Last question that maybe will help us pull together this this conversation? And it's one we'll be asking all of our guests this season? Which is: what is one practical starting point? For those who are hearing you say, Okay, we need to be focusing on the global governance and not just on improving the technical aspects of humanitarian response, what's the first thing they should try to do?
Well, first and foremost, I would say that they need to educate themselves. It's funny, I have a bachelor's from an Ivy League school in the US and I have a Master's from a fairly well-known school in the UK, and my Bachelor's was in African Studies and my Master's was international development. And half of the things that I know about the architecture, I learned on my own was not through education. And I’m constantly being asked to talk to young people at Georgetown or George Washington [University] or these universities, and it just shocks me. These expensive universities are not teaching these kids – future civil servants of the US government or whoever – they're not teaching them of these kinds of things. So I would say, one of the things that they need to really do is educate themselves on the global architecture. And I need to do more reading, and I'm constantly trying to do the same. Second thing is, you have to figure out in your sphere of influence, what can you do. If you're in campaigning at Oxfam, work really, really hard to figure out: what is a campaign issue that will really be of monumental importance for the Global South, or for the architecture that you can take on? Is it trade? Is it food? Is it what? If you're in CARE, you know, and you're raising money for the Ukrainian response, you know, how do you really make sure, one, you do it in an ethical way, without all this poverty porn and all these things that go into it, and really do some strength based fundraising, but how do you really support the Ukrainian government, Ukrainian civil society, actually do more listening rather than dictating rather than designing? And if you're a philanthropist – I wouldn't say bilateral because I think the bilateral by design, it’s very, very difficult for them to do this – but if you're in philanthropy, fund courageously, fund generously, fund political movements, fund intentionally those movements are trying to change the architecture. That's what I would say. And if you're the UN, God help you.
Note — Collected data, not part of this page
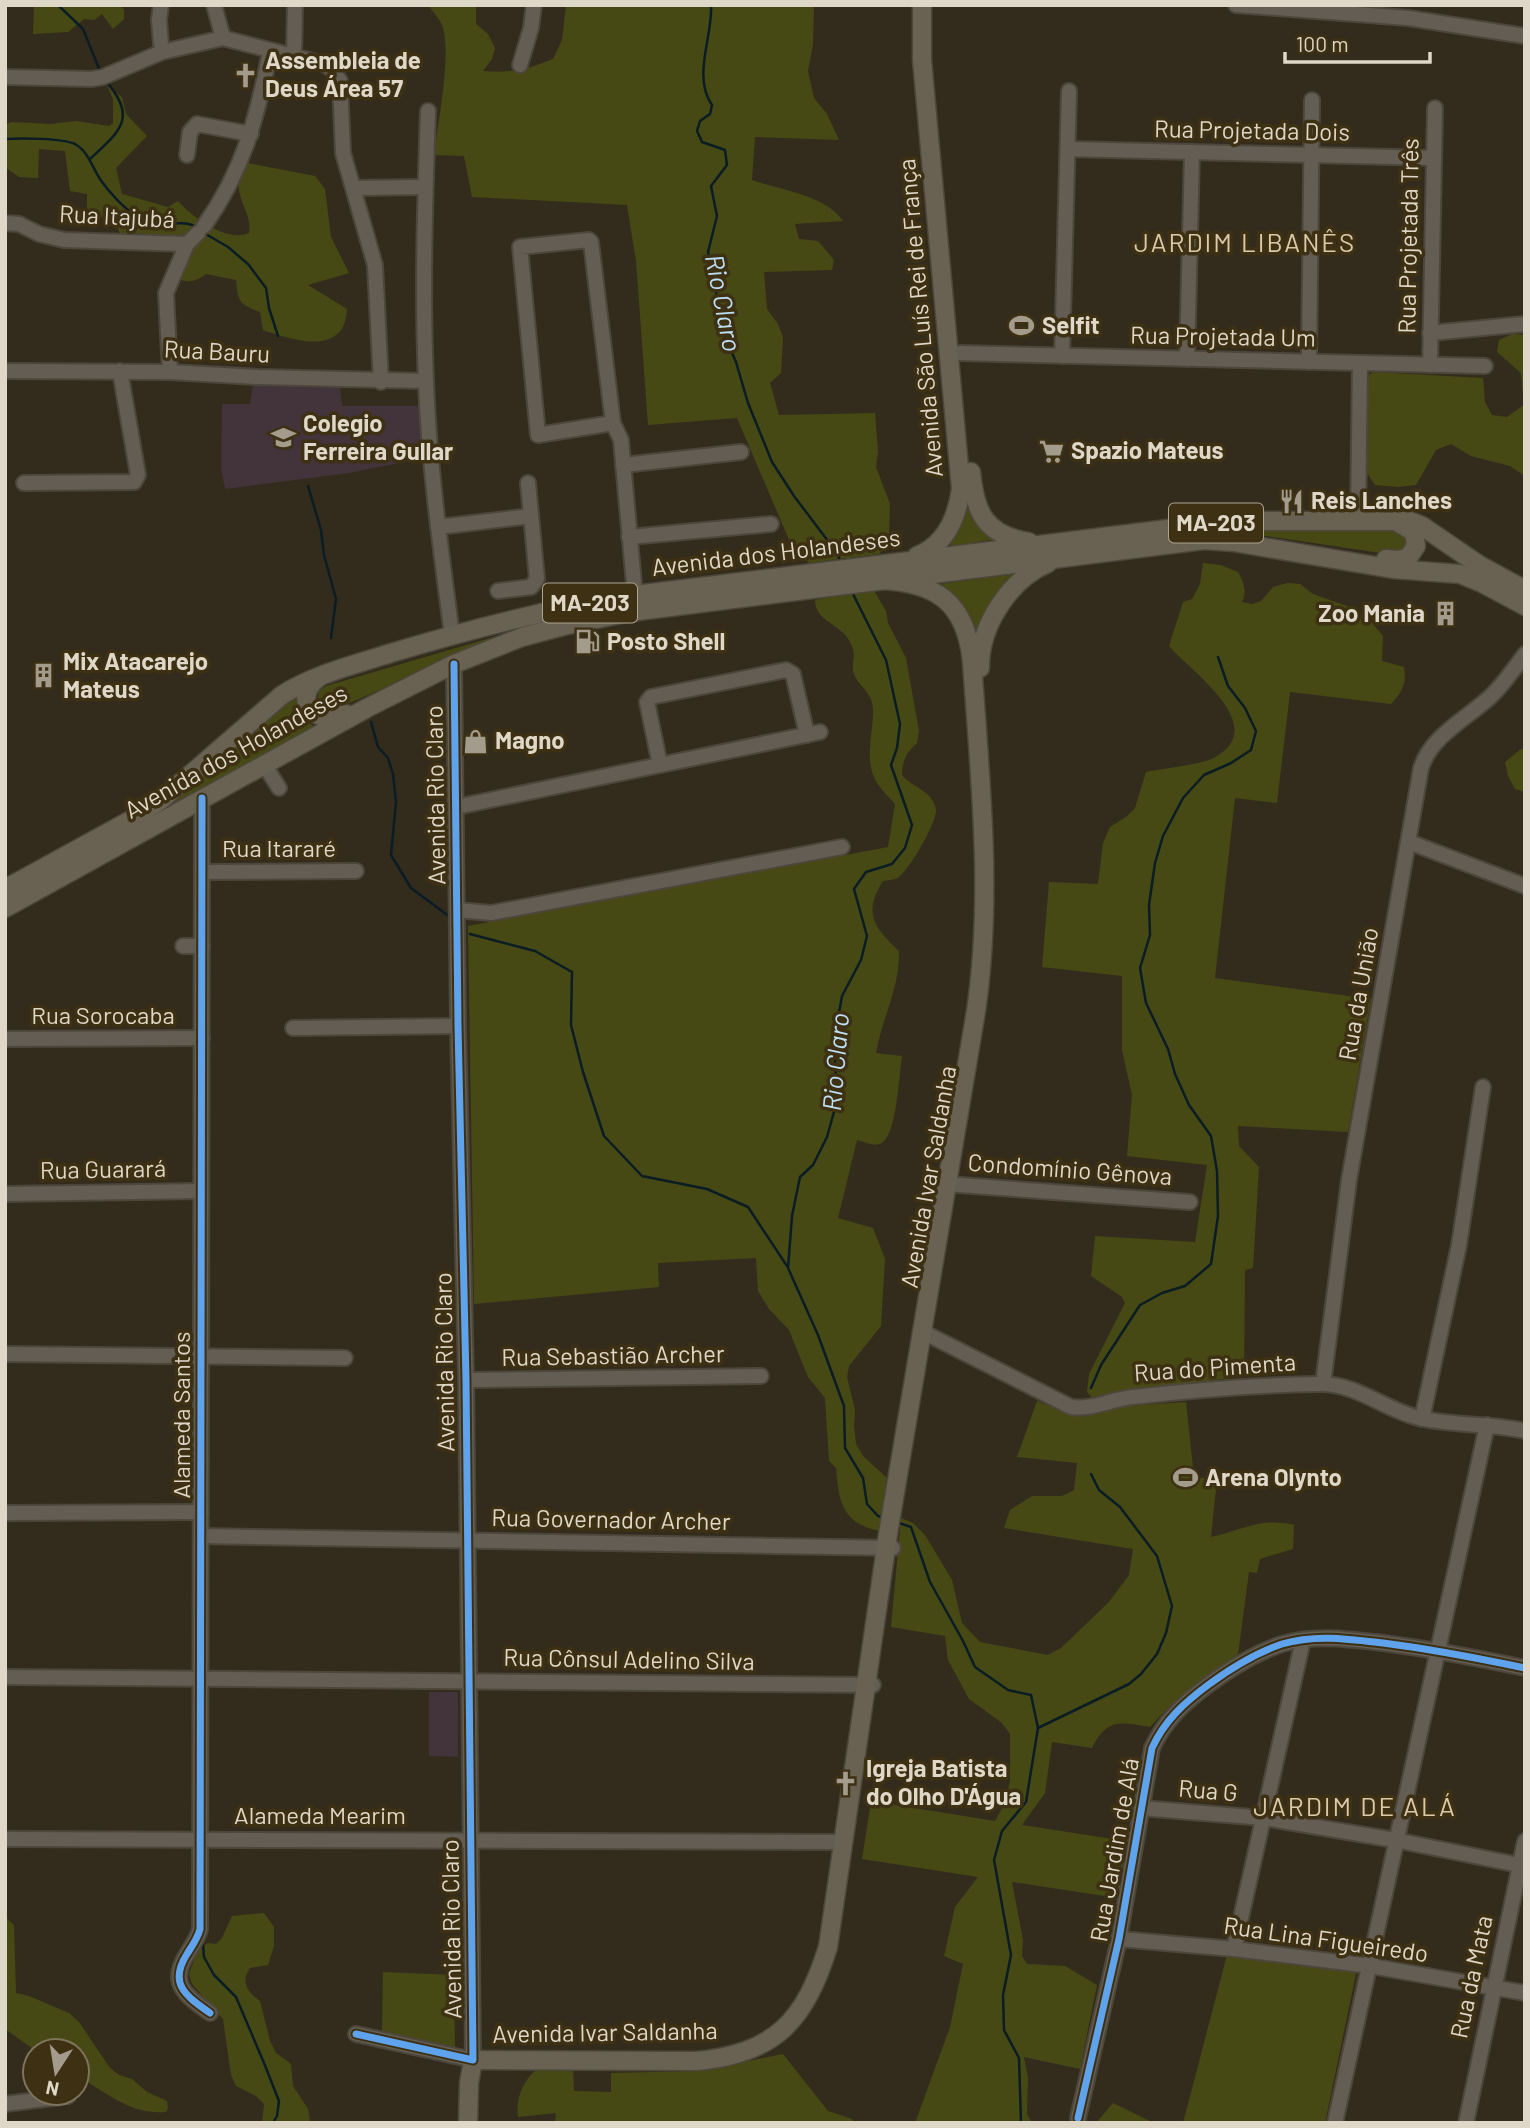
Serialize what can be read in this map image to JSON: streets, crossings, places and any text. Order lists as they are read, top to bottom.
{
  "streets": {
    "main road": [
      "Avenida São Luís Rei de França",
      "MA-203",
      "Avenida dos Holandeses",
      "Avenida Rio Claro",
      "Avenida Ivar Saldanha"
    ],
    "street": [
      "Rua Projetada Dois",
      "Rua Itajubá",
      "Rua Projetada Três",
      "Rua Projetada Um",
      "Rua Bauru",
      "Rua Itararé",
      "Rua da União",
      "Rua Sorocaba",
      "Rua Guarará",
      "Condomínio Gênova",
      "Rua Sebastião Archer",
      "Rua do Pimenta",
      "Alameda Santos",
      "Rua Governador Archer",
      "Rua Cônsul Adelino Silva",
      "Rua G",
      "Alameda Mearim",
      "Rua Jardim de Alá",
      "Rua Lina Figueiredo",
      "Rua da Mata"
    ]
  },
  "crossings": [
    ["Rua Projetada Dois", "Rua Projetada Três"],
    ["Rua Projetada Três", "Rua Projetada Um"],
    ["Avenida São Luís Rei de França", "Rua Projetada Um"],
    ["Avenida São Luís Rei de França", "Avenida dos Holandeses"],
    ["Avenida São Luís Rei de França", "Avenida Ivar Saldanha"],
    ["Avenida dos Holandeses", "Avenida Rio Claro"],
    ["Avenida dos Holandeses", "Avenida Ivar Saldanha"],
    ["Avenida dos Holandeses", "Alameda Santos"],
    ["Avenida Rio Claro", "Avenida Ivar Saldanha"],
    ["Avenida Rio Claro", "Rua Sebastião Archer"],
    ["Avenida Rio Claro", "Rua Governador Archer"],
    ["Avenida Rio Claro", "Rua Cônsul Adelino Silva"],
    ["Avenida Rio Claro", "Alameda Mearim"],
    ["Rua Itararé", "Alameda Santos"],
    ["Rua da União", "Rua do Pimenta"],
    ["Rua Sorocaba", "Alameda Santos"],
    ["Rua Guarará", "Alameda Santos"],
    ["Condomínio Gênova", "Avenida Ivar Saldanha"],
    ["Avenida Ivar Saldanha", "Rua do Pimenta"],
    ["Avenida Ivar Saldanha", "Rua Governador Archer"],
    ["Avenida Ivar Saldanha", "Rua Cônsul Adelino Silva"],
    ["Avenida Ivar Saldanha", "Alameda Mearim"],
    ["Alameda Santos", "Rua Governador Archer"],
    ["Alameda Santos", "Rua Cônsul Adelino Silva"],
    ["Alameda Santos", "Alameda Mearim"],
    ["Rua G", "Rua Jardim de Alá"],
    ["Rua G", "Rua da Mata"],
    ["Rua Jardim de Alá", "Rua Lina Figueiredo"],
    ["Rua Lina Figueiredo", "Rua da Mata"]
  ],
  "districts": ["JARDIM LIBANÊS", "JARDIM DE ALÁ"],
  "water": ["Rio Claro"],
  "places": {
    "church": ["Assembleia de Deus Área 57", "Igreja Batista do Olho D'Água"],
    "sports": ["Selfit", "Arena Olynto"],
    "school or university": ["Colegio Ferreira Gullar"],
    "supermarket": ["Spazio Mateus"],
    "restaurant": ["Reis Lanches"],
    "building": ["Zoo Mania", "Mix Atacarejo Mateus"],
    "fuel station": ["Posto Shell"],
    "shop": ["Magno"]
  },
  "scale_bar": "100 m",
  "north": "bottom"
}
I'm gonna have to leave it there. Degan, thank you for not only engaging in this very mind crunching topic, but in being honest about some of the dilemmas, contradictions, whatever you want to call them that that face you and I'm sure many others in this work. I appreciate you coming on.
Thank you for having me.
That was Degan Ali, Executive Director of Adeso.
If you’ve got thoughts on this episode, write to us or send us a voice note at [email protected] You listeners have gone quiet on me lately and we do want to hear your voices on the show, so please do get in touch.
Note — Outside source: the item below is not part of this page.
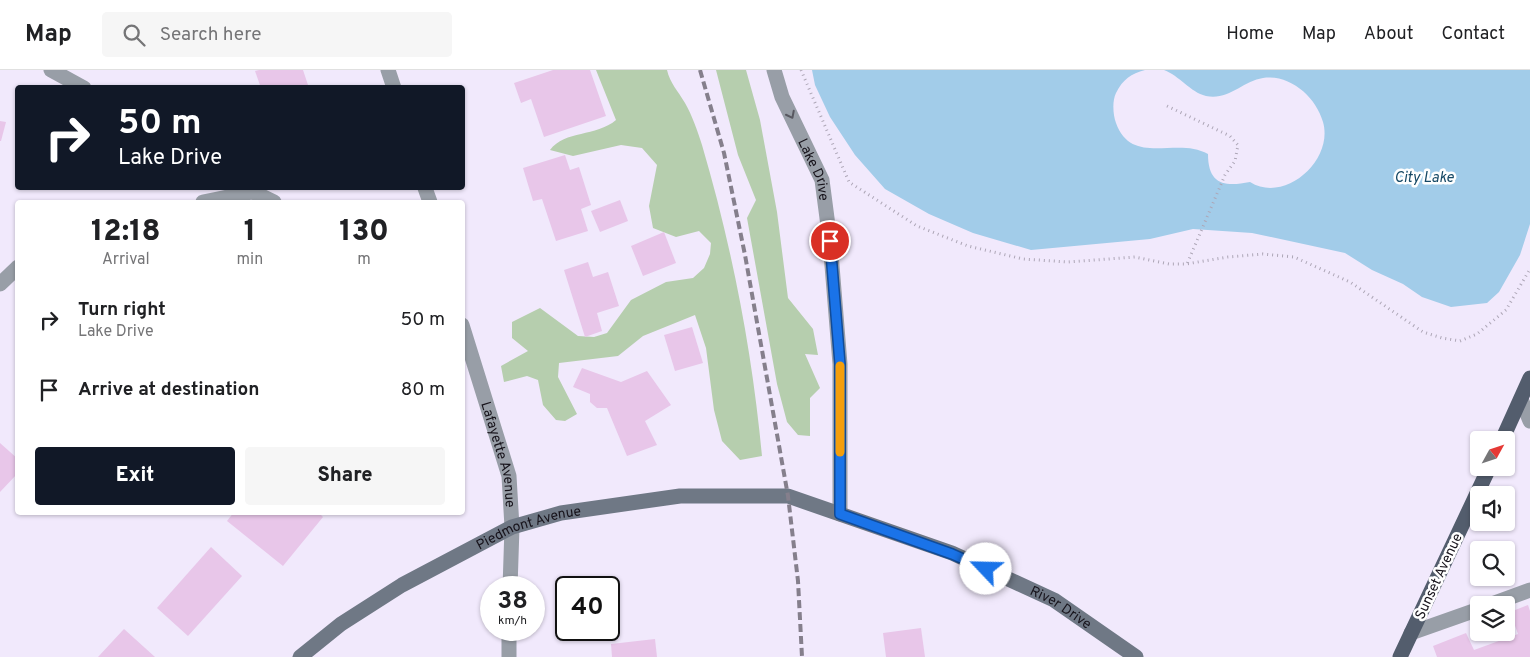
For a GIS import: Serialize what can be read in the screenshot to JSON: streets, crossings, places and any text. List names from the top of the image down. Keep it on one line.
{"streets":{"main road":["Sunset Avenue"],"street":["Lake Drive","Lafayette Avenue","Piedmont Avenue","River Drive"]},"crossings":[["Lake Drive","Piedmont Avenue"],["Lake Drive","River Drive"],["Lafayette Avenue","Piedmont Avenue"],["Piedmont Avenue","River Drive"]],"one_way":["Lake Drive"],"water":["City Lake"],"north":"top right","page":{"header":"Map","search":"Search here","nav":["Home","Map","About","Contact"],"turn":["50 m","Lake Drive"],"eta":["12:18","Arrival","1","min","130","m"],"list":[{"name":"Turn right","note":"Lake Drive","value":"50 m"},{"name":"Arrive at destination","value":"80 m"}],"buttons":["Exit","Share"],"speed":"38 km/h","limit":"40"}}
Today, we’ll leave you with a very different perspective than what you’ve just heard from Degan. We’ve voiced over the words of a government representative speaking at our off-the-record gathering on decolonising aid earlier this year, and he pushes back against much of what Degan has just said.
This podcast is a production of The New Humanitarian.
This episode was produced and edited by Melissa Fundira
Original music by Whitney Patterson
Special thanks to Ciara Lee, Elise Campbell-Bates, Andrew Gully, Whitney Patterson, and Sara Cuevas for voicing over excerpts from the
I’m your host Heba Aly.
Thank you for listening to Rethinking Humanitarianism.
We're chasing smoke, on one level, trying to nail down this – and it's a very very difficult question. But, I'm nothing if not pragmatic. I mean I came to this conversation to understand how [my government] can deliver humanitarian aid in a better way.
Now if you ask that question, that's a different question to whether decolonizing aid is a good thing to do in its own right. Those two are slightly different questions, and they might give you slightly different answers ... but I think probably I'm looking for pragmatic ways through this is to say how can we be better at doing what we're doing. So that's one question I like to put out there....
It leads to the question then, on one level, which has been very eloquently put by a previous speaker about: why does aid exist?
Now, one interpretation of why is what is the purpose of aid? What's it aiming to do? And I think I'm a bit distressed, if I'm honest on a personal level, by the flat rejection of philanthropy by one or two of the previous speakers, because I don't think it is consistent with something that's fairly basic in human nature, which is the idea of standing shoulder to shoulder with other members of the human race. And, of course, that talks to the humanity element of the humanitarian principle.
And while we’ve been talking, I looked up the definition of philanthropy and it's the desire to promote the welfare of others. Nobody so far has said that this is an important thing. ...I think that deserves mentioning. I'm not saying we get it right the whole time. And I'm not saying it's not distorted for national interests as has been mentioned by a previous speaker. And I'm not saying that it's not also a tool of repression, structural violence, still, but the fact that we've got this far into the conversation and nobody has said: 'this is about the golden rule, and basically doing unto others as you'd have done unto yourself is quite a fundamental, ethical and philosophical thing', that I'm surprised hasn't come to the surface. We don't always get it right, but that's the aspiration that certainly I would have.